Tim Sullivan | A rigorous theory of conditional mean embeddings in SIMODS

A rigorous theory of conditional mean embeddings in SIMODS

The article “A rigorous theory of conditional mean embeddings” by Ilja Klebanov, Ingmar Schuster, and myself has just appeared online in the SIAM Journal on Mathematics of Data Science. In this work we take a close mathematical look at the method of conditional mean embedding. In this approach to non-parametric inference, a random variable \(Y \sim \mathbb{P}_{Y}\) in a set \(\mathcal{Y}\) is represented by its kernel mean embedding, the reproducing kernel Hilbert space element

\( \displaystyle \mu_{Y} = \int_{\mathcal{Y}} \psi(y) \, \mathrm{d} \mathbb{P}_{Y} (y) \in \mathcal{G}, \)

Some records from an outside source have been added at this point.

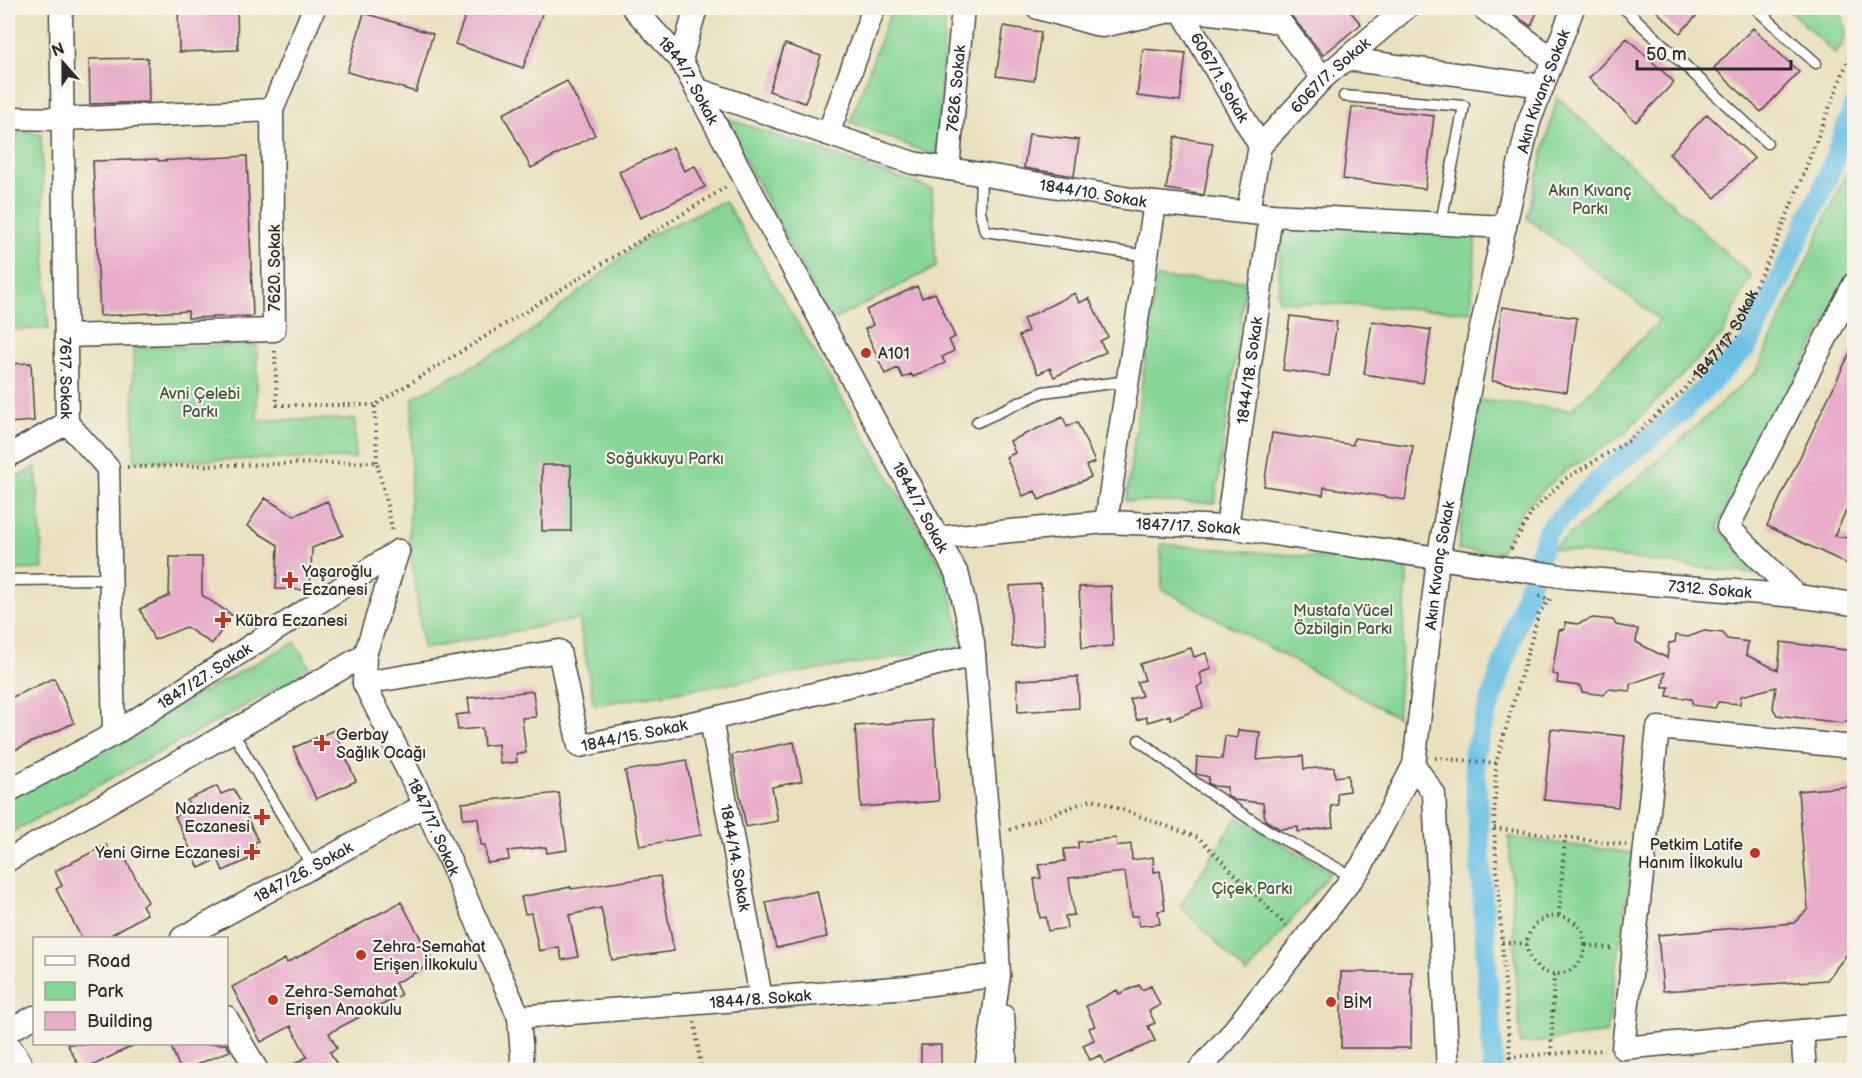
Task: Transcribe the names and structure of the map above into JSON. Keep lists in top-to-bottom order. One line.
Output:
{"streets":{"street":["6067/7. Sokak","6067/1. Sokak","1844/7. Sokak","7626. Sokak","Akın Kıvanç Sokak","1844/10. Sokak","7620. Sokak","1847/17. Sokak","1844/18. Sokak","7617. Sokak","7312. Sokak","1847/27. Sokak","1844/15. Sokak","1844/14. Sokak","1847/26. Sokak","1844/8. Sokak"]},"crossings":[["6067/7. Sokak","6067/1. Sokak"],["1844/7. Sokak","1844/10. Sokak"],["1844/7. Sokak","1847/17. Sokak"],["1844/7. Sokak","1844/15. Sokak"],["1844/7. Sokak","1844/8. Sokak"],["7626. Sokak","1844/10. Sokak"],["Akın Kıvanç Sokak","1844/10. Sokak"],["Akın Kıvanç Sokak","1847/17. Sokak"],["1844/10. Sokak","1844/18. Sokak"],["7620. Sokak","7617. Sokak"],["1847/17. Sokak","1844/18. Sokak"],["1847/17. Sokak","7312. Sokak"],["1847/17. Sokak","1847/27. Sokak"],["1847/17. Sokak","1844/15. Sokak"],["1847/17. Sokak","1847/26. Sokak"],["1847/17. Sokak","1844/8. Sokak"],["1844/15. Sokak","1844/14. Sokak"],["1844/14. Sokak","1844/8. Sokak"]],"parks":["Akın Kıvanç Parkı","Avni Çelebi Parkı","Soğukkuyu Parkı","Mustafa Yücel Özbilgin Parkı","Çiçek Parkı"],"places":{"other":["A101","Petkim Latife Hanım İlkokulu","Zehra-Semahat Erişen İlkokulu","Zehra-Semahat Erişen Anaokulu","BİM"],"health":["Yaşaroğlu Eczanesi","Kübra Eczanesi","Gerbay Sağlık Ocağı","Nazlıdeniz Eczanesi","Yeni Girne Eczanesi"]},"legend":["Road","Park","Building"],"scale_bar":"50 m","north":"top"}
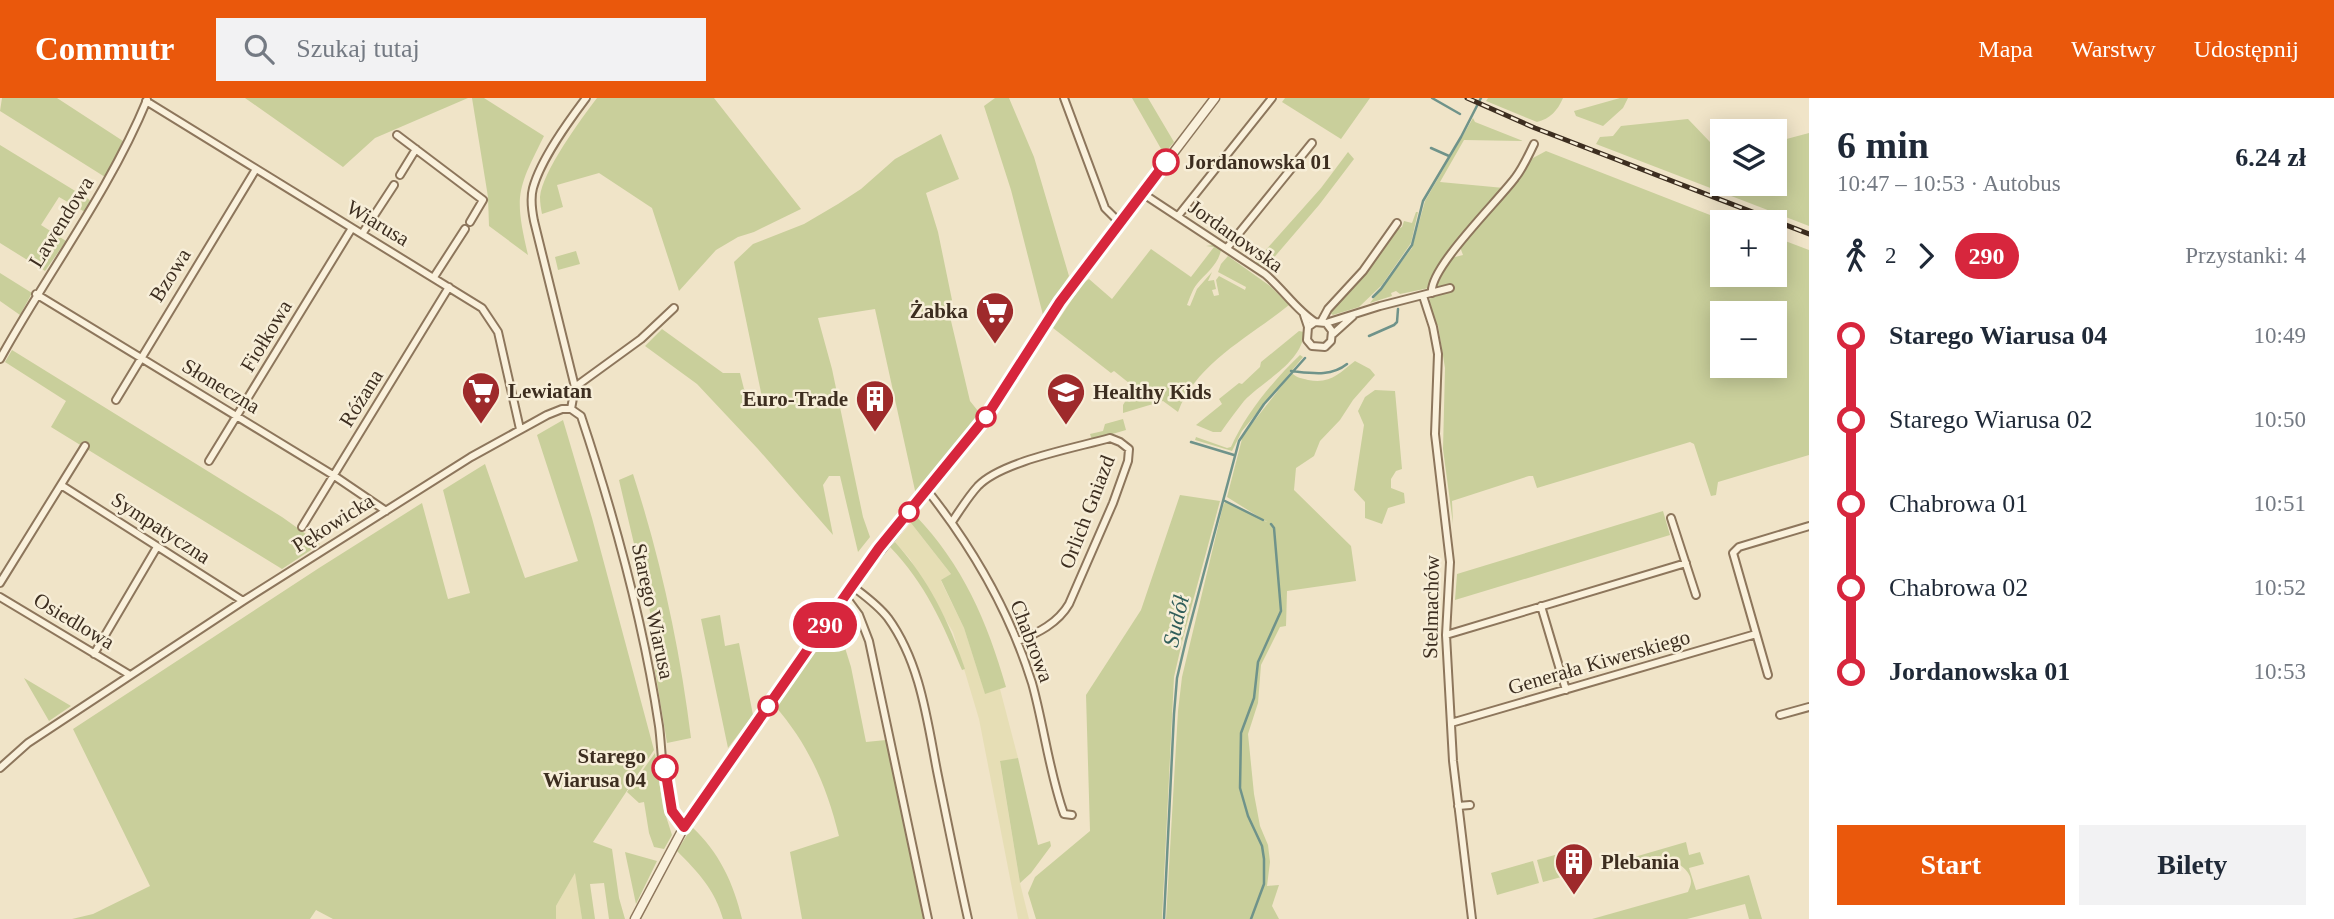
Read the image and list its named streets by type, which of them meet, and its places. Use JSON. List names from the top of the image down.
{
  "streets": {
    "street": [
      "Lawendowa",
      "Wiarusa",
      "Jordanowska",
      "Bzowa",
      "Fiołkowa",
      "Słoneczna",
      "Różana",
      "Orlich Gniazd",
      "Pękowicka",
      "Sympatyczna",
      "Stelmachów",
      "Starego Wiarusa",
      "Osiedlowa",
      "Chabrowa",
      "Generała Kiwerskiego"
    ]
  },
  "crossings": [
    ["Lawendowa", "Wiarusa"],
    ["Lawendowa", "Słoneczna"],
    ["Wiarusa", "Bzowa"],
    ["Wiarusa", "Fiołkowa"],
    ["Wiarusa", "Różana"],
    ["Wiarusa", "Pękowicka"],
    ["Bzowa", "Słoneczna"],
    ["Fiołkowa", "Słoneczna"],
    ["Słoneczna", "Różana"],
    ["Słoneczna", "Pękowicka"],
    ["Orlich Gniazd", "Chabrowa"],
    ["Pękowicka", "Sympatyczna"],
    ["Pękowicka", "Starego Wiarusa"],
    ["Pękowicka", "Osiedlowa"],
    ["Stelmachów", "Generała Kiwerskiego"]
  ],
  "water": ["Sudół"],
  "places": {
    "other": ["Jordanowska 01", "Starego Wiarusa 04"],
    "supermarket": ["Żabka", "Lewiatan"],
    "school or university": ["Healthy Kids"],
    "building": ["Euro-Trade", "Plebania"]
  },
  "lines": ["bus line 290"],
  "page": {
    "header": "Commutr",
    "search": "Szukaj tutaj",
    "nav": ["Mapa", "Warstwy", "Udostępnij"],
    "on_map": "290",
    "heading": ["6 min", "10:47 – 10:53 · Autobus", "6.24 zł"],
    "map_buttons": ["+", "−"],
    "legs": ["2", "290", "Przystanki: 4"],
    "list": [
      {
        "name": "Starego Wiarusa 04",
        "value": "10:49"
      },
      {
        "name": "Starego Wiarusa 02",
        "value": "10:50"
      },
      {
        "name": "Chabrowa 01",
        "value": "10:51"
      },
      {
        "name": "Chabrowa 02",
        "value": "10:52"
      },
      {
        "name": "Jordanowska 01",
        "value": "10:53"
      }
    ],
    "buttons": ["Start", "Bilety"]
  }
}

and conditioning with respect to an observation \(x\) of a related random variable \(X \sim \mathbb{P}_{X}\) in a set \(\mathcal{X}\) with RKHS \(\mathcal{H}\) is performed using the Woodbury formula

\( \displaystyle \mu_{Y|X = x} = \mu_Y + (C_{XX}^{\dagger} C_{XY})^\ast \, (\varphi(x) - \mu_X) . \)

Here \(\psi \colon \mathcal{Y} \to \mathcal{G}\) and \(\varphi \colon \mathcal{X} \to \mathcal{H}\) are the canonical feature maps and the \(C\)'s denote the appropriate centred (cross-)covariance operators of the embedded random variables \(\psi(Y)\) in \(\mathcal{G}\) and \(\varphi(X)\) in \(\mathcal{H}\).

Our article aims to provide rigorous mathematical foundations for this attractive but apparently naïve approach to conditional probability, and hence to Bayesian inference.

I. Klebanov, I. Schuster, and T. J. Sullivan. “A rigorous theory of conditional mean embeddings.” SIAM Journal on Mathematics of Data Science 2(3):583–606, 2020. doi:10.1137/19M1305069

Abstract. Conditional mean embeddings (CMEs) have proven themselves to be a powerful tool in many machine learning applications. They allow the efficient conditioning of probability distributions within the corresponding reproducing kernel Hilbert spaces by providing a linear-algebraic relation for the kernel mean embeddings of the respective joint and conditional probability distributions. Both centered and uncentered covariance operators have been used to define CMEs in the existing literature. In this paper, we develop a mathematically rigorous theory for both variants, discuss the merits and problems of each, and significantly weaken the conditions for applicability of CMEs. In the course of this, we demonstrate a beautiful connection to Gaussian conditioning in Hilbert spaces.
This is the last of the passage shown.